Einseitige Geschwisterrivalität wurde am häufigsten belegt. Ein Geschwister, welches sich in einem Bereich schwächer als ein Vergleichsgeschwister wahrnimmt, gehört in diese Kategorie. Eine zeitgebundene Qualität ist ebenso möglich wie eine lebenslange Bedeutung. Es können zeitgleich mehrere einseitige rivalisierende Beziehungen von einem Geschwister zu einem anderen oder mehreren Geschwistern gelebt werden. Wesentlich seltener kommt wechselseitige Geschwisterrivalität vor. Zwei Geschwister konkurrieren dann miteinander, wenn jeweils ein Geschwister eine starke oder schwache

Vergleichsdimension (wie beispielsweise Schulerfolg) zu bieten hat. Auch hier gibt es die Aufrechterhaltung von Rivalität zu einem oder zu mehreren Geschwistern. Ebenso selten zu registrieren war die mit dem (weiblichen) Geschlecht verknüpfte Geschwisterrivalität. Diese Rivalität ergibt sich aus der Zurücksetzung einer weiblichen Person durch ihren Bruder. In größeren Familien ist diese Art der Rivalität häufiger anzutreffen und kann lange Jahre anhalten (vgl. KASTEN 1993, S. 135 f).

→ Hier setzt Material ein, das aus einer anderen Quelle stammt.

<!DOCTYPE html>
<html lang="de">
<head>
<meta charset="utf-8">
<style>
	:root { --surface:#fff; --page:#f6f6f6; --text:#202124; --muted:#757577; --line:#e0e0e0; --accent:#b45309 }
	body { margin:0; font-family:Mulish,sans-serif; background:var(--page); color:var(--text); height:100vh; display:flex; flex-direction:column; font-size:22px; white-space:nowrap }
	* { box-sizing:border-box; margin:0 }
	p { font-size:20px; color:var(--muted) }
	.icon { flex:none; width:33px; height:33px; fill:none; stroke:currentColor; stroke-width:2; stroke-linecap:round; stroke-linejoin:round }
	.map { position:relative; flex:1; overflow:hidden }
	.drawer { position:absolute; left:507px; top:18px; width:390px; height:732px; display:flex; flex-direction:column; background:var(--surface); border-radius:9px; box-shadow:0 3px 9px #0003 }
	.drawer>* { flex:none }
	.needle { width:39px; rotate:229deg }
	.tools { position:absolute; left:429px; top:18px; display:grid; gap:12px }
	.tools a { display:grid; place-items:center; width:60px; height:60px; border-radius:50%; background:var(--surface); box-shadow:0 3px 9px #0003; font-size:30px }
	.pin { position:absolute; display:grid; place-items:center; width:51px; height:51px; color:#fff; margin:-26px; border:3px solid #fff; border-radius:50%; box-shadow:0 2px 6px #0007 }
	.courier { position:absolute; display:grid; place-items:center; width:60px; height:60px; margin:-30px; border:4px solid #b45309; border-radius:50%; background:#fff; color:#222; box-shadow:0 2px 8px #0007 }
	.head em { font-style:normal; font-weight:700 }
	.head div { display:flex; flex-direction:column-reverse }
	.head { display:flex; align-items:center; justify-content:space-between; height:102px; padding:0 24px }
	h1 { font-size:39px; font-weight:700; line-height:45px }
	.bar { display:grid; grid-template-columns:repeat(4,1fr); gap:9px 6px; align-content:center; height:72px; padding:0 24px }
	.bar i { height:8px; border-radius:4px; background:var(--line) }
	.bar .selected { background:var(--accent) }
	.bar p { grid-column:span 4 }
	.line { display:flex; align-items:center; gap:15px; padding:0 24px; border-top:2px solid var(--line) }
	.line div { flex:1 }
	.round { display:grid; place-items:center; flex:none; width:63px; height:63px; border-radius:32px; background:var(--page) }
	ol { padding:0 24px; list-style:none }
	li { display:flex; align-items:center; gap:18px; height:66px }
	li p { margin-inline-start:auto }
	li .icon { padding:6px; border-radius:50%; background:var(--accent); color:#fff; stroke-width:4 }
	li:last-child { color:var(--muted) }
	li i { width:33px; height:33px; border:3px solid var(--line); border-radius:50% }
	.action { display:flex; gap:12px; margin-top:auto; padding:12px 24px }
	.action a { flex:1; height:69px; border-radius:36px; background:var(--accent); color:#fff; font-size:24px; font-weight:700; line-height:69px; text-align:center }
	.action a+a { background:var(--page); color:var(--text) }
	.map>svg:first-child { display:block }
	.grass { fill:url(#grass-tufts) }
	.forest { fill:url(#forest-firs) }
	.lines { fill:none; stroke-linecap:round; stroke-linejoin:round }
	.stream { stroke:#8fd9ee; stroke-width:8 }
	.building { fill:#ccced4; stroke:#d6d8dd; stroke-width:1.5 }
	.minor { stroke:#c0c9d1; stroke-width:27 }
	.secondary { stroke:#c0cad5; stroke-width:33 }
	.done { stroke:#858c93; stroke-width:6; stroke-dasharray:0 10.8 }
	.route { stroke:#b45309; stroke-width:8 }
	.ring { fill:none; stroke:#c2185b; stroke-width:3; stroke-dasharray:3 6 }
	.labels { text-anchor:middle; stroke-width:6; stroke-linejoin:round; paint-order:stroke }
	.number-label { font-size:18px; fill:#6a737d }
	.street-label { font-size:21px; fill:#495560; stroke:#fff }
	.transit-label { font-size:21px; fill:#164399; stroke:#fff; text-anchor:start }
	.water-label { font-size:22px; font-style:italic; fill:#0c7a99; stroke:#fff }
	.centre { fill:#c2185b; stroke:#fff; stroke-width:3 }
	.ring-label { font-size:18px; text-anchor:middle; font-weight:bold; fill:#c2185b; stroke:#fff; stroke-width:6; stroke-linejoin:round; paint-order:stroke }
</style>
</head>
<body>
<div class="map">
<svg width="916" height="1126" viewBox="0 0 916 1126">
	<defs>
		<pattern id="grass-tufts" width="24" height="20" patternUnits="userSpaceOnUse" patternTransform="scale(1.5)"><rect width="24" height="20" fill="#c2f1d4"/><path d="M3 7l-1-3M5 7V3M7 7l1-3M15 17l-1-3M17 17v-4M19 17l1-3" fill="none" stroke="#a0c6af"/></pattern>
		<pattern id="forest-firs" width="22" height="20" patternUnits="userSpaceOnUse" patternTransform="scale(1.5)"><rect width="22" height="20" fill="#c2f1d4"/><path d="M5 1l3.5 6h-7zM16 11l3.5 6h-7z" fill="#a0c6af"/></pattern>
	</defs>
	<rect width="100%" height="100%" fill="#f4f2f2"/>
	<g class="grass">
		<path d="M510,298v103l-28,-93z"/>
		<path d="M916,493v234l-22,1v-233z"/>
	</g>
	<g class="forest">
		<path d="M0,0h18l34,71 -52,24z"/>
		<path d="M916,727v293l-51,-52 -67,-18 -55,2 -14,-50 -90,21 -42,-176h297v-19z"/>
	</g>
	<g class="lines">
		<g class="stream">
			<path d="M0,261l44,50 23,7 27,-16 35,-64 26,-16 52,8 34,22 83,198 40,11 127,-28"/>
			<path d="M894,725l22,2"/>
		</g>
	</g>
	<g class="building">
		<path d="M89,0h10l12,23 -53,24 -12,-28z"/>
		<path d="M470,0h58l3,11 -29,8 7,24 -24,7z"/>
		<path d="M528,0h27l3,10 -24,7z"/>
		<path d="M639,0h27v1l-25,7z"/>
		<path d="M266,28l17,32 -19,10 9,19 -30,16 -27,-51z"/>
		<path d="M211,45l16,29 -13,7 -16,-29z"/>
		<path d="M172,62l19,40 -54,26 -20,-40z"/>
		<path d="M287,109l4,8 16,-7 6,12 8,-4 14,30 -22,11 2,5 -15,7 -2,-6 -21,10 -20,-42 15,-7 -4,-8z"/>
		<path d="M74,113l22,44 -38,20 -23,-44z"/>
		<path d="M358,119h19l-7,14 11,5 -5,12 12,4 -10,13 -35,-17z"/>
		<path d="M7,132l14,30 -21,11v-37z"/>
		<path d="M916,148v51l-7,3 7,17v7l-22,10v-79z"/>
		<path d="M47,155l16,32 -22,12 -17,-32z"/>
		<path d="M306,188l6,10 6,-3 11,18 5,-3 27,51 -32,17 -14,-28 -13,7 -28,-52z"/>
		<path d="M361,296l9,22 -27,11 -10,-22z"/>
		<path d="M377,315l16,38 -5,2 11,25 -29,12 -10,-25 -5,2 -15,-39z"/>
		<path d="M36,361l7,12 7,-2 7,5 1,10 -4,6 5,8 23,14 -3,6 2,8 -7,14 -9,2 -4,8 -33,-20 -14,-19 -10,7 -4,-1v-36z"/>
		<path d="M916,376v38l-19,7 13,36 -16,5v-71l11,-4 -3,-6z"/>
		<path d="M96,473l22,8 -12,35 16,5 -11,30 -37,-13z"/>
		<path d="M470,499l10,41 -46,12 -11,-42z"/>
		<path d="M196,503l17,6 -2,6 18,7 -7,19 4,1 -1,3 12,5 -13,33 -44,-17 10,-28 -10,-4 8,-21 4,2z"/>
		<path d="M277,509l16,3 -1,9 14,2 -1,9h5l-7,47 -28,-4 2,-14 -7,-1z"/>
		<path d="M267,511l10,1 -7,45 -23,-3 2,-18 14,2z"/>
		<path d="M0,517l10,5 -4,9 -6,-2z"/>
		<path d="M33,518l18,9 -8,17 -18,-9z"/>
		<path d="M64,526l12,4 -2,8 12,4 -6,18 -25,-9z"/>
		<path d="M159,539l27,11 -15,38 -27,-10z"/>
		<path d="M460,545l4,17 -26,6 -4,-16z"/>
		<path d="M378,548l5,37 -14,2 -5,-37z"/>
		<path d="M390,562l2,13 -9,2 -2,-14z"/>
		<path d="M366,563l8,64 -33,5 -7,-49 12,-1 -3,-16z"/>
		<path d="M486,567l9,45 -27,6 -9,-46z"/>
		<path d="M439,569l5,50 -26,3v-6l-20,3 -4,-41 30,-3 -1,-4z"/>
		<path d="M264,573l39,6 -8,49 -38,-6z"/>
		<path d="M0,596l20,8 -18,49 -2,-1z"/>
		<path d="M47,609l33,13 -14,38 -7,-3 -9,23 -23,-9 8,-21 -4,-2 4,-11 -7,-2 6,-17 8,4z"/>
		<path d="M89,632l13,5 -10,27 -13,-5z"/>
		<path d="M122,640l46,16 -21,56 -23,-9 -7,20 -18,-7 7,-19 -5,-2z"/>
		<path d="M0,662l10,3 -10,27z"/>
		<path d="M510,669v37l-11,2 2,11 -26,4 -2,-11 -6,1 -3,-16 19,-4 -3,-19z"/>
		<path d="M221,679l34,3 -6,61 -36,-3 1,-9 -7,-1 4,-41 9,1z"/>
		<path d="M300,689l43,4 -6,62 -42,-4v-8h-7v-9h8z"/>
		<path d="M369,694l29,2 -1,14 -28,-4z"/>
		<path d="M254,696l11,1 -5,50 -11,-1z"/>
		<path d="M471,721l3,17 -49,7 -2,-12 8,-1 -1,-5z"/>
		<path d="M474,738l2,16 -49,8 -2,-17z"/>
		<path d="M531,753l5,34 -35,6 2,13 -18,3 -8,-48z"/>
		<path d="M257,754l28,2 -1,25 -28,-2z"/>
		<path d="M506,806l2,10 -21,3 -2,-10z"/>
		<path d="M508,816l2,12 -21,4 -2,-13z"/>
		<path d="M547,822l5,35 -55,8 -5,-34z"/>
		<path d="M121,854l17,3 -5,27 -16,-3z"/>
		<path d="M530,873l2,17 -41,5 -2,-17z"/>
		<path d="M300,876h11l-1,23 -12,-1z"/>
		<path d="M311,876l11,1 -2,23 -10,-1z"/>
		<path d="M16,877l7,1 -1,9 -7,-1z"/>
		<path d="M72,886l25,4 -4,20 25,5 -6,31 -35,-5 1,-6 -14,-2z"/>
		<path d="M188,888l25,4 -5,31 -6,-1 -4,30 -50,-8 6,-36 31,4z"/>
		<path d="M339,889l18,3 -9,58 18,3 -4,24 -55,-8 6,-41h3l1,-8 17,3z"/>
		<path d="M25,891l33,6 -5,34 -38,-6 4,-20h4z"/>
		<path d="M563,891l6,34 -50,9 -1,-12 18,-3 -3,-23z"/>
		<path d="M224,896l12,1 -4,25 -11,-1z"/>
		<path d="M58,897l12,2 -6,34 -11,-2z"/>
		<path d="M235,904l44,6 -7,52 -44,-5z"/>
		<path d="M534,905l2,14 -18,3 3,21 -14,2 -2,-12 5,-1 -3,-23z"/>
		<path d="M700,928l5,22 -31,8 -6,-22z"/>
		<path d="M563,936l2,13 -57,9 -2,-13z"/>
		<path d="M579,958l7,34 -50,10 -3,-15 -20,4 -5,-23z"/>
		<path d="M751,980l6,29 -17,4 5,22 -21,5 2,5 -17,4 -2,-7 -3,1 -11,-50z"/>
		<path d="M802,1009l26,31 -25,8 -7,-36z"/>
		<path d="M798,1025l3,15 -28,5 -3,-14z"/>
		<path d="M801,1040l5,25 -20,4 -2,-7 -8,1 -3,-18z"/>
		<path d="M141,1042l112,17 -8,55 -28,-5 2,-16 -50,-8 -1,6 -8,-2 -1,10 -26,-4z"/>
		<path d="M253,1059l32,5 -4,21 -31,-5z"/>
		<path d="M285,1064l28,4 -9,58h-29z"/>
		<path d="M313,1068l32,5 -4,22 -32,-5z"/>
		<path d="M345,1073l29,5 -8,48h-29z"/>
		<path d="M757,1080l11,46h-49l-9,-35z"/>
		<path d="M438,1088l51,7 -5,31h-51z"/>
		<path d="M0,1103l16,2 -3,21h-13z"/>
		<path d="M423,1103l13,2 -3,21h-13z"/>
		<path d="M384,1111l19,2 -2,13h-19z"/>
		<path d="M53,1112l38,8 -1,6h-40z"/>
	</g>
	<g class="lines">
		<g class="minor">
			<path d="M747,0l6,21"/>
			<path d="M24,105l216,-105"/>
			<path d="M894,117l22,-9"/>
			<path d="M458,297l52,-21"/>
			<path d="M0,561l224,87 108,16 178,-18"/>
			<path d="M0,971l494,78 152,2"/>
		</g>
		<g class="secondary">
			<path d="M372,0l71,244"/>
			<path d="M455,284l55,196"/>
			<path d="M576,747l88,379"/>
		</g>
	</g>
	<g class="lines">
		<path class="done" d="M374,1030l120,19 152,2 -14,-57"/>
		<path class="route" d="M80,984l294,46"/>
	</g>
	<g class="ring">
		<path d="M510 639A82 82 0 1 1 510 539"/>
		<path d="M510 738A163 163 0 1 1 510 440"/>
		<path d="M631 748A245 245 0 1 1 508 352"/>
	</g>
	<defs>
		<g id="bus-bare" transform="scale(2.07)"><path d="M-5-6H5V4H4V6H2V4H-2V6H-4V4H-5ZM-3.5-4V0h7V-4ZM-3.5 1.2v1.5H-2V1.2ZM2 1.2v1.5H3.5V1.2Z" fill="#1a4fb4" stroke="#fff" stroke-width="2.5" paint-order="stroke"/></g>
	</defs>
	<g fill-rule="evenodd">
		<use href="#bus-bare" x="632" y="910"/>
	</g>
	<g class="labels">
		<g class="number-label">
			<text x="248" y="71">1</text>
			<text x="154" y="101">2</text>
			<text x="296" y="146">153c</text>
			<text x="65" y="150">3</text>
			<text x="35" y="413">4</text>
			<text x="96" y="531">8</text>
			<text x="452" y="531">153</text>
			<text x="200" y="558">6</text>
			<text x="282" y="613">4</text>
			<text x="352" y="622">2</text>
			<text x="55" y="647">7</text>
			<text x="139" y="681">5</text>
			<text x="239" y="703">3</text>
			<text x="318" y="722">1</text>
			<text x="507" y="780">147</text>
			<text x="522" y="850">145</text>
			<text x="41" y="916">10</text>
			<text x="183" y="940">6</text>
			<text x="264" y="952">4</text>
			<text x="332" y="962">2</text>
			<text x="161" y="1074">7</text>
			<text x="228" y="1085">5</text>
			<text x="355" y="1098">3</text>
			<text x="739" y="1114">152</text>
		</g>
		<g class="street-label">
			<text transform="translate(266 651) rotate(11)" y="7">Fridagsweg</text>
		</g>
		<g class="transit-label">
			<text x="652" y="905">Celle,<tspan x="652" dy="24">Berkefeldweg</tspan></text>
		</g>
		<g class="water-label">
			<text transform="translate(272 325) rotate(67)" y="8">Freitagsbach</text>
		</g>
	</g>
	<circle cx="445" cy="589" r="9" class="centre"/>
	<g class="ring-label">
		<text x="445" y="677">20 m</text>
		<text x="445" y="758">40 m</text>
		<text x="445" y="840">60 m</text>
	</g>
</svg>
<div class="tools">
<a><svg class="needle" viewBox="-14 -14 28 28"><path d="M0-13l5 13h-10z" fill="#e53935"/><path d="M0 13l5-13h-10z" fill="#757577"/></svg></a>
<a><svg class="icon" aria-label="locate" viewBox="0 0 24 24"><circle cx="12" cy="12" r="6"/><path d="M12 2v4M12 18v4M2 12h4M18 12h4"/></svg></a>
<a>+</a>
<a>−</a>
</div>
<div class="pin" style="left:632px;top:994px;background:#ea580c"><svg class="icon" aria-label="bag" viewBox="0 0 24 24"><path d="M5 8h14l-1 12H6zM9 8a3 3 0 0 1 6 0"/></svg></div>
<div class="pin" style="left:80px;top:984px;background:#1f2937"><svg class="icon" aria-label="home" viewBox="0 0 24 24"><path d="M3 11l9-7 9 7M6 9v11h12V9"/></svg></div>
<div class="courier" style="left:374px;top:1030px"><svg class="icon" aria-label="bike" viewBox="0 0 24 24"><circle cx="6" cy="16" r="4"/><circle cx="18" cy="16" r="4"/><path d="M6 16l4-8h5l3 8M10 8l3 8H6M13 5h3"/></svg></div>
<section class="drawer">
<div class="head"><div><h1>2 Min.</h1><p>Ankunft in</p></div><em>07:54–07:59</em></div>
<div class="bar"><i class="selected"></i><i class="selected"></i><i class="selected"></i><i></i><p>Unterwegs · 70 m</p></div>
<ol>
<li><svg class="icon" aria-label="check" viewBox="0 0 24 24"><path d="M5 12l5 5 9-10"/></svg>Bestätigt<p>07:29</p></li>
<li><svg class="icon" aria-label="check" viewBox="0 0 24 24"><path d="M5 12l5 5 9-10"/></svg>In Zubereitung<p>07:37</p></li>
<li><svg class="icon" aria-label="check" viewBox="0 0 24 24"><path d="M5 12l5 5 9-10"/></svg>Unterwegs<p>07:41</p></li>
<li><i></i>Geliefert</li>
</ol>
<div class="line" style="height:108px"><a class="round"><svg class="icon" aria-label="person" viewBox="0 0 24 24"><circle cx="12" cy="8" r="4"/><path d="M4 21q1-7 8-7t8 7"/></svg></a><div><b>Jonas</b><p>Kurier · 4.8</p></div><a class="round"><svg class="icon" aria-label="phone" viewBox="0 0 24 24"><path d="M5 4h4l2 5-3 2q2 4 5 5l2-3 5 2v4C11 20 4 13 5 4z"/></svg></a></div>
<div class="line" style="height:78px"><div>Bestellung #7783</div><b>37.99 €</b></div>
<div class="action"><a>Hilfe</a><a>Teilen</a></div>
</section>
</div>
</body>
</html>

2.5.3. Auswirkungen auf die Geschwisterbeziehung

Die Gründe für enge und/oder loyale Beziehungen unter Geschwistern auf der einen und für feindselige und/oder gleichgültige Beziehungen auf der anderen Seite sind vielseitig. Als bedeutendste Einflüsse für die Geschwisterbeziehung gelten die folgenden im Anschluss beschriebenen Gründe.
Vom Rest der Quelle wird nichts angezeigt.